(Data for analysis Opens)
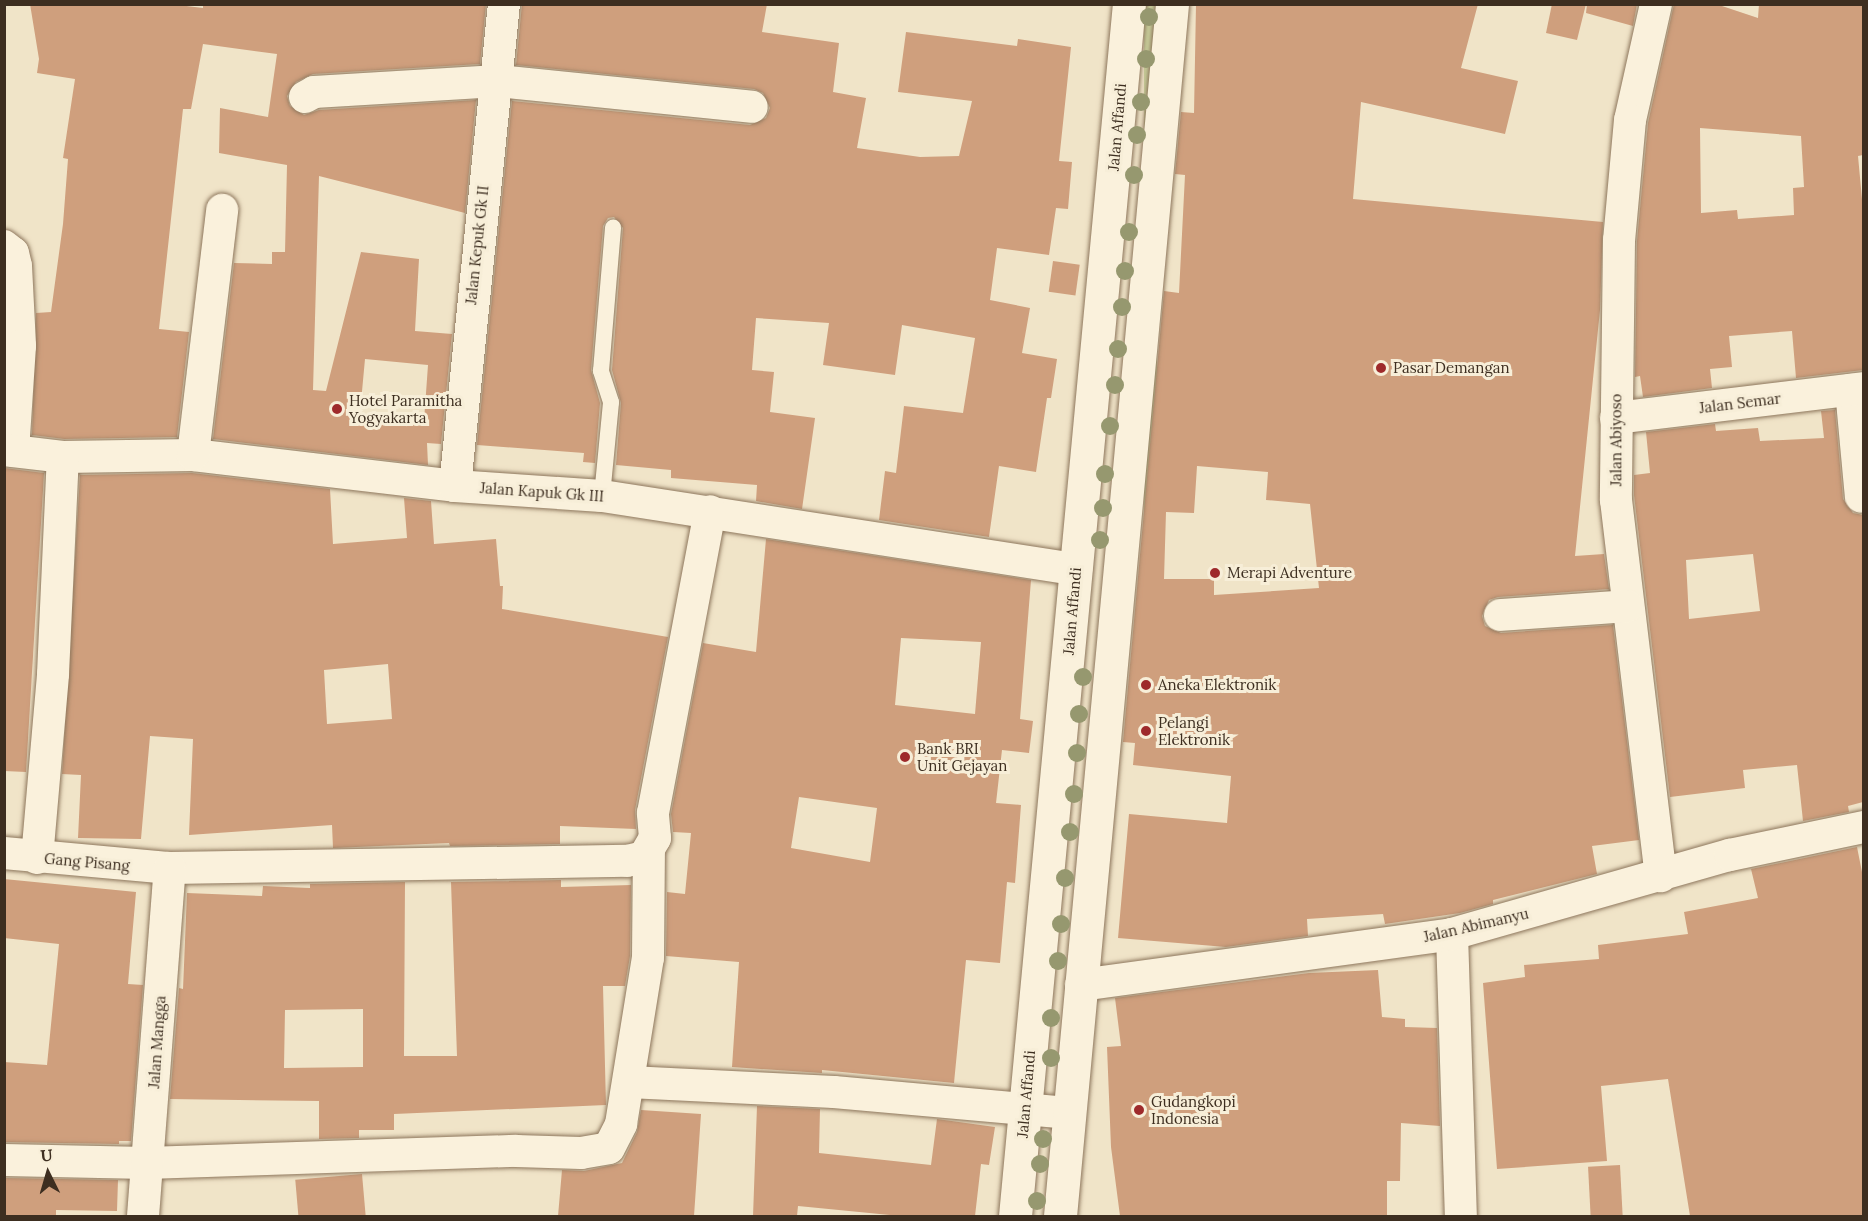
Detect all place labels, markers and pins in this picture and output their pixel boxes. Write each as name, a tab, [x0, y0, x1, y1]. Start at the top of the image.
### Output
place label: Pasar Demangan	[1393, 359, 1510, 377]
marker: Pasar Demangan	[1374, 361, 1388, 375]
place label: Hotel Paramitha Yogyakarta	[349, 391, 462, 426]
marker: Hotel Paramitha Yogyakarta	[330, 402, 344, 416]
place label: Merapi Adventure	[1227, 564, 1352, 582]
marker: Merapi Adventure	[1208, 566, 1222, 580]
place label: Aneka Elektronik	[1158, 676, 1276, 694]
marker: Aneka Elektronik	[1139, 678, 1153, 692]
place label: Pelangi Elektronik	[1158, 713, 1230, 748]
marker: Pelangi Elektronik	[1139, 724, 1153, 738]
place label: Bank BRI Unit Gejayan	[917, 739, 1007, 774]
marker: Bank BRI Unit Gejayan	[898, 750, 912, 764]
place label: Gudangkopi Indonesia	[1151, 1092, 1236, 1127]
marker: Gudangkopi Indonesia	[1132, 1103, 1146, 1117]

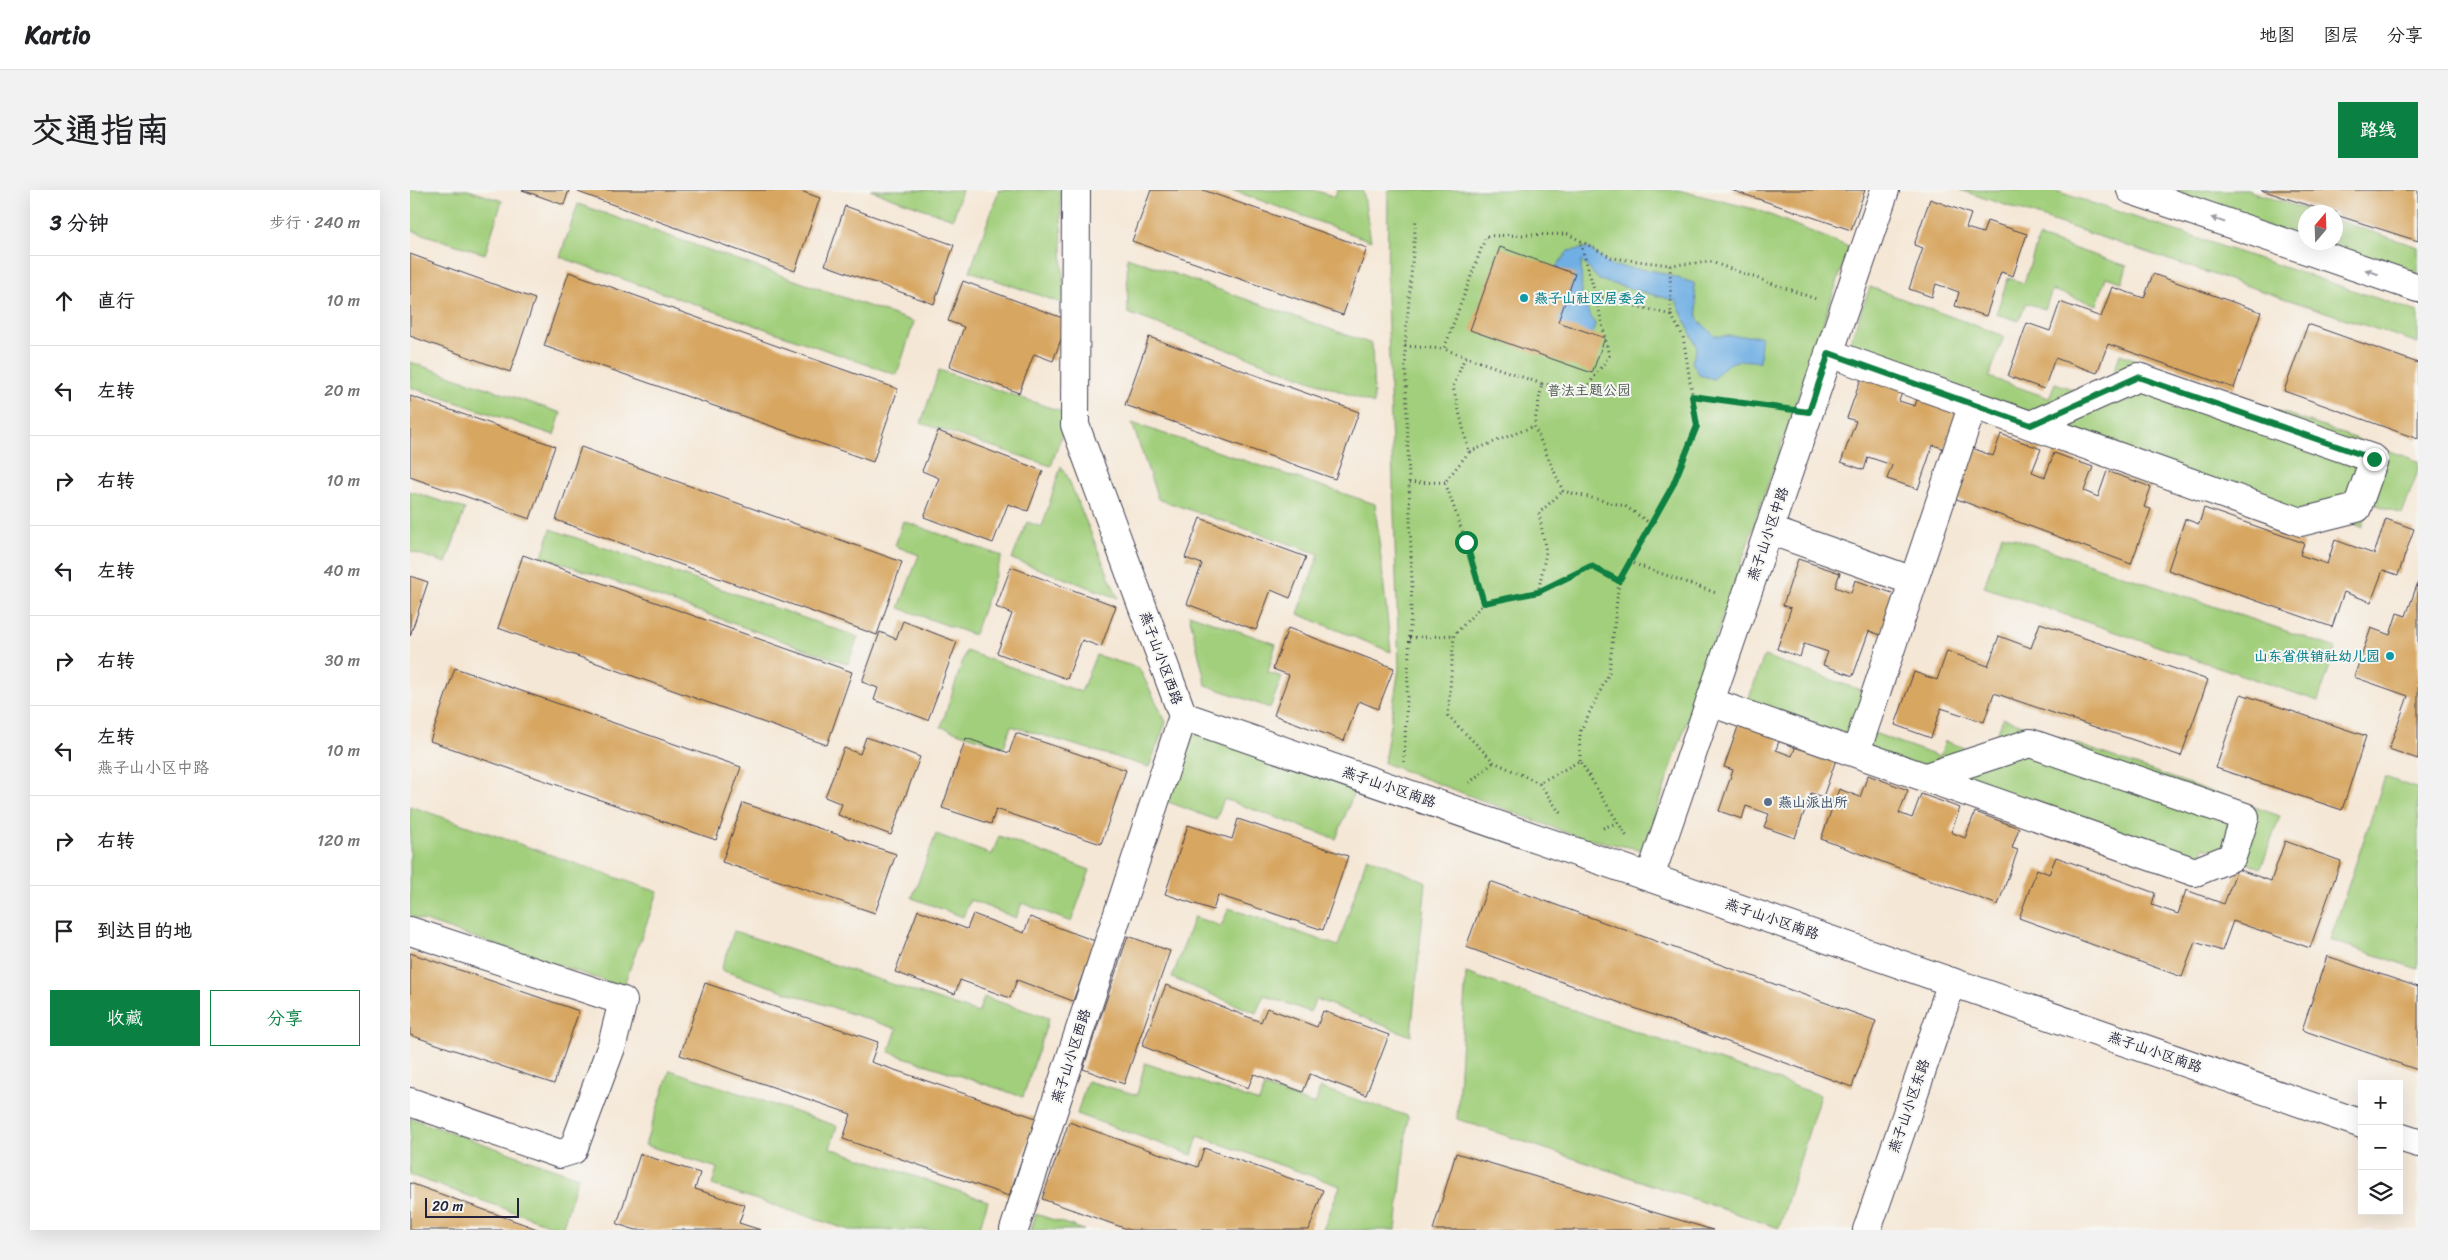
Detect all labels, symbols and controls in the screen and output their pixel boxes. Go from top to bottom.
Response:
(Data for analysis Closes)
## Exercise details
Scan the data above and copy every line with "labels" in it.

## Result of the task
Detect all place labels, markers and pins in this picture and output their pixel boxes. Write each as name, a tab, [x0, y0, x1, y1]. Start at the top of the image.
Detect all labels, symbols and controls in the screen and output their pixel boxes. Go from top to bottom.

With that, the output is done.